What needs to be done:
The records follow. Filter them to the lines that hold "buttons".

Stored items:
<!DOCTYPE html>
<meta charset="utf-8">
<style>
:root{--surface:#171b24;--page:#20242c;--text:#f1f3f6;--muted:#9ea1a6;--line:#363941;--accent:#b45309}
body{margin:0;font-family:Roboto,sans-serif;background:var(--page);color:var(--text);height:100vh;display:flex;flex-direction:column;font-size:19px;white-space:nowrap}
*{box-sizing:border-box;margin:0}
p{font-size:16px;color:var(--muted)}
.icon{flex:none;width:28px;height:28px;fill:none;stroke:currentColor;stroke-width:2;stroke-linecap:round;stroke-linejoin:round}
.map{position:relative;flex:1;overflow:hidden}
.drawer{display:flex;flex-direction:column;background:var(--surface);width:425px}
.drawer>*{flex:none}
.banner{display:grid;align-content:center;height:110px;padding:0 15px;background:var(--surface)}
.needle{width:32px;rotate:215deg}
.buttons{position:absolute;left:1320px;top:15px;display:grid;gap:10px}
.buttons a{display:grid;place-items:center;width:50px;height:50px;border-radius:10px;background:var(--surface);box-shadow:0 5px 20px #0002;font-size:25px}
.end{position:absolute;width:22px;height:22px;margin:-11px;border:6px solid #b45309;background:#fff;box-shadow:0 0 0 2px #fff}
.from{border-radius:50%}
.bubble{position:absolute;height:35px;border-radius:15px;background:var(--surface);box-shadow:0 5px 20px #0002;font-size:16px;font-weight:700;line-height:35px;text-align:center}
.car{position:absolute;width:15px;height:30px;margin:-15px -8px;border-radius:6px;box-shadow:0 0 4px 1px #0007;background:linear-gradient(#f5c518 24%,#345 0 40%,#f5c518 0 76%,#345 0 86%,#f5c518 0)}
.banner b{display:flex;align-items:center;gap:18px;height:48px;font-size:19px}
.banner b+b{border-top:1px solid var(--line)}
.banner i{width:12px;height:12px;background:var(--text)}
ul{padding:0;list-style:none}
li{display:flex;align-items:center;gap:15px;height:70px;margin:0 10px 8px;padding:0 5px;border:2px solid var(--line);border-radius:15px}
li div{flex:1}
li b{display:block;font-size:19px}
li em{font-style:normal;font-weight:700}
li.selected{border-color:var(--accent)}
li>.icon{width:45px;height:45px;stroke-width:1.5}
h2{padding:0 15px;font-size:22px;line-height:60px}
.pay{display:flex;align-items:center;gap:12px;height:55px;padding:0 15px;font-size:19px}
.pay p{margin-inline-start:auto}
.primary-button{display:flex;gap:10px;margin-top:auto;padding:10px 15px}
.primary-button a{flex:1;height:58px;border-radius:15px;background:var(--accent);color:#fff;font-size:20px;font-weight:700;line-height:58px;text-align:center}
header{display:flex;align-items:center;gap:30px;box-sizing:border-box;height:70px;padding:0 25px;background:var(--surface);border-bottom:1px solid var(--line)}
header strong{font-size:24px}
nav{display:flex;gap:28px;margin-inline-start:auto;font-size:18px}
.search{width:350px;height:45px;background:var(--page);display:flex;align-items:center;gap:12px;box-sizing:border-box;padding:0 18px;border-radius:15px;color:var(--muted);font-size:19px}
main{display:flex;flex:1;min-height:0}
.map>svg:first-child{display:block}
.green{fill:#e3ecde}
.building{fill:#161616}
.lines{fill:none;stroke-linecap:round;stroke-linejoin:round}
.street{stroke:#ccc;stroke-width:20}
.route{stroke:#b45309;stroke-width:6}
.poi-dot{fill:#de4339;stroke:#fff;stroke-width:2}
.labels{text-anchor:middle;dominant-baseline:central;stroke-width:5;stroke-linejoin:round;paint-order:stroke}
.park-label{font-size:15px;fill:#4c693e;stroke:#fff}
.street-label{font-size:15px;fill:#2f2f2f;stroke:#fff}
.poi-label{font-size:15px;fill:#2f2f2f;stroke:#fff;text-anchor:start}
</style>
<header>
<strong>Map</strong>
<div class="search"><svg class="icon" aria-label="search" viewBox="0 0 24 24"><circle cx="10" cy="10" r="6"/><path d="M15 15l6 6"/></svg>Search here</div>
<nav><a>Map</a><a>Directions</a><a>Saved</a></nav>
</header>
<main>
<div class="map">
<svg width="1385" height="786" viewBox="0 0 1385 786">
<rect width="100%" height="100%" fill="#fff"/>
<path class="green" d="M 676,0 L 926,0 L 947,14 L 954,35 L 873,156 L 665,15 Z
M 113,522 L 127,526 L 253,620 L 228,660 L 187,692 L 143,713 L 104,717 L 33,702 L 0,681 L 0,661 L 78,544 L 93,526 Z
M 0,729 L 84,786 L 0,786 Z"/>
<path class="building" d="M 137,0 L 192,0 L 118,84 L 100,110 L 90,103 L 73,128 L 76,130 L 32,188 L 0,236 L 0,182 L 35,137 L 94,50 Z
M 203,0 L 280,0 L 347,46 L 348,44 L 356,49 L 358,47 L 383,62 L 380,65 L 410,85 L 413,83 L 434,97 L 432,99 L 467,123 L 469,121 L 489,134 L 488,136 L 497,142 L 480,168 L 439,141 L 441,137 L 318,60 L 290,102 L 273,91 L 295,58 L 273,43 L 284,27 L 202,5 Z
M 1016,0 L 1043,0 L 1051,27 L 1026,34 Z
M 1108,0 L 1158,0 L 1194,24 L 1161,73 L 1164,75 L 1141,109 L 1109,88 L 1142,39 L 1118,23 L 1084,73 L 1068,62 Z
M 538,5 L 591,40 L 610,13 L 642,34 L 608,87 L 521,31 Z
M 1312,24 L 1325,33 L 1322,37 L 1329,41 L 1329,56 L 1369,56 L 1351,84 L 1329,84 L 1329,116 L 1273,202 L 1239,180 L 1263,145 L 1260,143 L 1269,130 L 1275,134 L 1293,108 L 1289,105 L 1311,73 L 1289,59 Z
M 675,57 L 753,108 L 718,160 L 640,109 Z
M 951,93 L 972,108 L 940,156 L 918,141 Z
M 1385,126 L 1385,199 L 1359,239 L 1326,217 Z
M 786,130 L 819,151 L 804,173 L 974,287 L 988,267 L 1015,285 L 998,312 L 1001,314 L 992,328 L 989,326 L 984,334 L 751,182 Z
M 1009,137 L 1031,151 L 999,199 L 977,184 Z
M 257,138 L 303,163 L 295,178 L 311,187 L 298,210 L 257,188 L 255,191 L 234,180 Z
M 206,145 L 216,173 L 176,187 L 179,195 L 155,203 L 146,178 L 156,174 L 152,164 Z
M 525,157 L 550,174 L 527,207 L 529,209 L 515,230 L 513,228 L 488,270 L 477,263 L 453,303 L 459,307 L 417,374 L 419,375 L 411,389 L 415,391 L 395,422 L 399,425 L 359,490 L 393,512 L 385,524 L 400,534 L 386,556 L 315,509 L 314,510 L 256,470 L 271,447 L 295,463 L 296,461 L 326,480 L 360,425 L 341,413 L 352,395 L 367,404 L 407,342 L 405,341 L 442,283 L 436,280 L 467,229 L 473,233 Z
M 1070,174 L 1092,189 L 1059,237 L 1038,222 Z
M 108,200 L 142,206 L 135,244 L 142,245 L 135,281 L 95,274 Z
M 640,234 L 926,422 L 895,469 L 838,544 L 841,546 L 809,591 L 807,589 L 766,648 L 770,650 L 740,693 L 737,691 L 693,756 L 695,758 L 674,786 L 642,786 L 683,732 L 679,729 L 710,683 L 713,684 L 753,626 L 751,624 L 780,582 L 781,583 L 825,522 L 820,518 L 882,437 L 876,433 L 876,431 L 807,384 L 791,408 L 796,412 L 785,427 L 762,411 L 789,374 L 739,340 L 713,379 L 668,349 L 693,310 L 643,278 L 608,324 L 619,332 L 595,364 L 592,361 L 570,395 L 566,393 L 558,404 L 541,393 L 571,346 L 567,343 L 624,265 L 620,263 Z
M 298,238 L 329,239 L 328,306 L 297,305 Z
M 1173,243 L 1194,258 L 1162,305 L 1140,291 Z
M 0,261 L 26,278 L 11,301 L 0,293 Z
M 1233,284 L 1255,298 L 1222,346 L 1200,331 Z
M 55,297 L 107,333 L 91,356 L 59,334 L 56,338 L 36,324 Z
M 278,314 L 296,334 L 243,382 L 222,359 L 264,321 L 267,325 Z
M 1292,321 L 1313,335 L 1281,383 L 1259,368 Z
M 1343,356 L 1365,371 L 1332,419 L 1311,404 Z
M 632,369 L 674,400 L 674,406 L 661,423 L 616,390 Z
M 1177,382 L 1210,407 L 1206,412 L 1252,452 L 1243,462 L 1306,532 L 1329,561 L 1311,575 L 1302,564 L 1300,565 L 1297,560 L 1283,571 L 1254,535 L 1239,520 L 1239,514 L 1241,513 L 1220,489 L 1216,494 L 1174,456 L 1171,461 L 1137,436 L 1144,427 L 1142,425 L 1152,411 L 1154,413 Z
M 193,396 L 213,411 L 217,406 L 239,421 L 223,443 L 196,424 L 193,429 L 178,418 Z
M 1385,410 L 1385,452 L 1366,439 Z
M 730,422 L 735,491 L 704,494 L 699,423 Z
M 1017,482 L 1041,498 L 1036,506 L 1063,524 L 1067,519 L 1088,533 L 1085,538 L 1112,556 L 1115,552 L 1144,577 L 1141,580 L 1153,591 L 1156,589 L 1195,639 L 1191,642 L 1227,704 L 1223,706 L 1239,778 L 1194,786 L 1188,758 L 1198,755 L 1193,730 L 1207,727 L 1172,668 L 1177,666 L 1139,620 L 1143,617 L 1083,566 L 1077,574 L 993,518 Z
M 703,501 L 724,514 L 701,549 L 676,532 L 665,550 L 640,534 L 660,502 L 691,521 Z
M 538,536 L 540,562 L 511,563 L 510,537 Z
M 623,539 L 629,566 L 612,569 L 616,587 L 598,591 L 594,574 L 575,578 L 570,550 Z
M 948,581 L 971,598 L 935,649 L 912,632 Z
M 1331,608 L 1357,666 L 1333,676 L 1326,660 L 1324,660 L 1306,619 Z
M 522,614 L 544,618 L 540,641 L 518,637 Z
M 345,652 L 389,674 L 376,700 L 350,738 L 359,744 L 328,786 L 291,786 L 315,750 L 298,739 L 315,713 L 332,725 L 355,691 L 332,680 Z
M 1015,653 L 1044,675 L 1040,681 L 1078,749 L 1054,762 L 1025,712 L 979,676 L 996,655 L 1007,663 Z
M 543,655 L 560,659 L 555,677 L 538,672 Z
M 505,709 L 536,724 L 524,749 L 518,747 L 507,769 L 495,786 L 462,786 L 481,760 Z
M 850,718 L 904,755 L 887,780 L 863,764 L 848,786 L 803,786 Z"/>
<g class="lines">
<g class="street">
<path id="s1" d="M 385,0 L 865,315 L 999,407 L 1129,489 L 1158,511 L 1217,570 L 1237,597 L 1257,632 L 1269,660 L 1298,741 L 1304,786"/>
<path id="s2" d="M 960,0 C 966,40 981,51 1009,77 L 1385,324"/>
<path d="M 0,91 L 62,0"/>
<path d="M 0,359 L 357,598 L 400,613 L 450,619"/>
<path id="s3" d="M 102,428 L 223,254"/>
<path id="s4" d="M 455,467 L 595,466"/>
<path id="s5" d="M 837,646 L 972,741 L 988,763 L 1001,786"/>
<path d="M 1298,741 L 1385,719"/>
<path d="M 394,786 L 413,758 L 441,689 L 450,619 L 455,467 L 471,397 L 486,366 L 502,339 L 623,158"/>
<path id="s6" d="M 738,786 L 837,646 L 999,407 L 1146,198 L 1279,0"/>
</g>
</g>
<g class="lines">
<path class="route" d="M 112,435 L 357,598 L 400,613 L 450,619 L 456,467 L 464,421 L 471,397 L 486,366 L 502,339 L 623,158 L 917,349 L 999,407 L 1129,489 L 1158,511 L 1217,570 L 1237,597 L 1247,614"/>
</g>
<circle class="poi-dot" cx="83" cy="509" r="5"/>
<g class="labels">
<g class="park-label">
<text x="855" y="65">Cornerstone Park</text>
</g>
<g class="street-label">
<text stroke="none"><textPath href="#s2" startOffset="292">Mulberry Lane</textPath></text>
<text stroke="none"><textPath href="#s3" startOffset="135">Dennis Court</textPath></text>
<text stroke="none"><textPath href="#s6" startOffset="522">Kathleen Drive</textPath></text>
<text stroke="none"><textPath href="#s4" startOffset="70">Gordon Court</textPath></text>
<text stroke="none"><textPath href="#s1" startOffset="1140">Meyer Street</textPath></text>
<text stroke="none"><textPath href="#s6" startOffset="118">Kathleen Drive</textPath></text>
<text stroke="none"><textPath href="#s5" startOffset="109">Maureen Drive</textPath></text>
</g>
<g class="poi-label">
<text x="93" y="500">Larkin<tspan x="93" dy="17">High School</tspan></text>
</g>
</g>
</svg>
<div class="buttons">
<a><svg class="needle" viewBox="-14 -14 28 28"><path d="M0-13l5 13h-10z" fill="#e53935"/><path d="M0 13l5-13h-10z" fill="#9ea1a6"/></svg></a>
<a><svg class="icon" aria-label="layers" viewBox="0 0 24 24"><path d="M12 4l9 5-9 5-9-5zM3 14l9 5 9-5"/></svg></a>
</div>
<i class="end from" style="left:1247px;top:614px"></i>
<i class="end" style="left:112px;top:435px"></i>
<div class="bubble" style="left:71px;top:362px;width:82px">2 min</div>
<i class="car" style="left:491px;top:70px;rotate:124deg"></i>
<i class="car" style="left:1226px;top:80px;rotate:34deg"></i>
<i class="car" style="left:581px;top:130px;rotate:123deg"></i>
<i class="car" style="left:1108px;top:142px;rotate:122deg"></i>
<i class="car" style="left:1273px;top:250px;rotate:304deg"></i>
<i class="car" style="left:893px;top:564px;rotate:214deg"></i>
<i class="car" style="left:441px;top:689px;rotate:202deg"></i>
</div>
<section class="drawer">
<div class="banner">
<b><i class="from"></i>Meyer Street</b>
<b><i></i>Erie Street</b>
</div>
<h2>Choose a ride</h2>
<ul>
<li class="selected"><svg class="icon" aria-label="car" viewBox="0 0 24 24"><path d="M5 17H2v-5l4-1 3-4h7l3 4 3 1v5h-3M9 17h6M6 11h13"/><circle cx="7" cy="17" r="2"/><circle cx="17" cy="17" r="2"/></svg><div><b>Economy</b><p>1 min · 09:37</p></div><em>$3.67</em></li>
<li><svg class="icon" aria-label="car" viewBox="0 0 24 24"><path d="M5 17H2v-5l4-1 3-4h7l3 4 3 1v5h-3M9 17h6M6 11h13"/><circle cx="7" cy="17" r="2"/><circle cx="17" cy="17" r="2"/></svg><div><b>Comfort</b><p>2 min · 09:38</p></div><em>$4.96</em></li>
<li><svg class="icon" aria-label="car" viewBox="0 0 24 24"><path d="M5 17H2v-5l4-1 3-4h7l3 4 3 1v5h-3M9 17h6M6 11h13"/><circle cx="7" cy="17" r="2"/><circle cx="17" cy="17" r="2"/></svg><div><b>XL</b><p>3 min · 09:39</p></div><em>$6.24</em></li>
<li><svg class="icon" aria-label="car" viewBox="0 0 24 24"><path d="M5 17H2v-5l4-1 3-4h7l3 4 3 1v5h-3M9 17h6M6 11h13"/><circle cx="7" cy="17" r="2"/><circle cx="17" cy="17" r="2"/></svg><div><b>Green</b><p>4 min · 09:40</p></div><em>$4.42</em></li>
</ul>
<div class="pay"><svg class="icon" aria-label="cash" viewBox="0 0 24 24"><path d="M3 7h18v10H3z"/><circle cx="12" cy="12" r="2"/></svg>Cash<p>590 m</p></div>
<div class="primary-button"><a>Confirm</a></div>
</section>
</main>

Result below:
.buttons{position:absolute;left:1320px;top:15px;display:grid;gap:10px}
.buttons a{display:grid;place-items:center;width:50px;height:50px;border-radius:10px;background:var(--surface);box-shadow:0 5px 20px #0002;font-size:25px}
<div class="buttons">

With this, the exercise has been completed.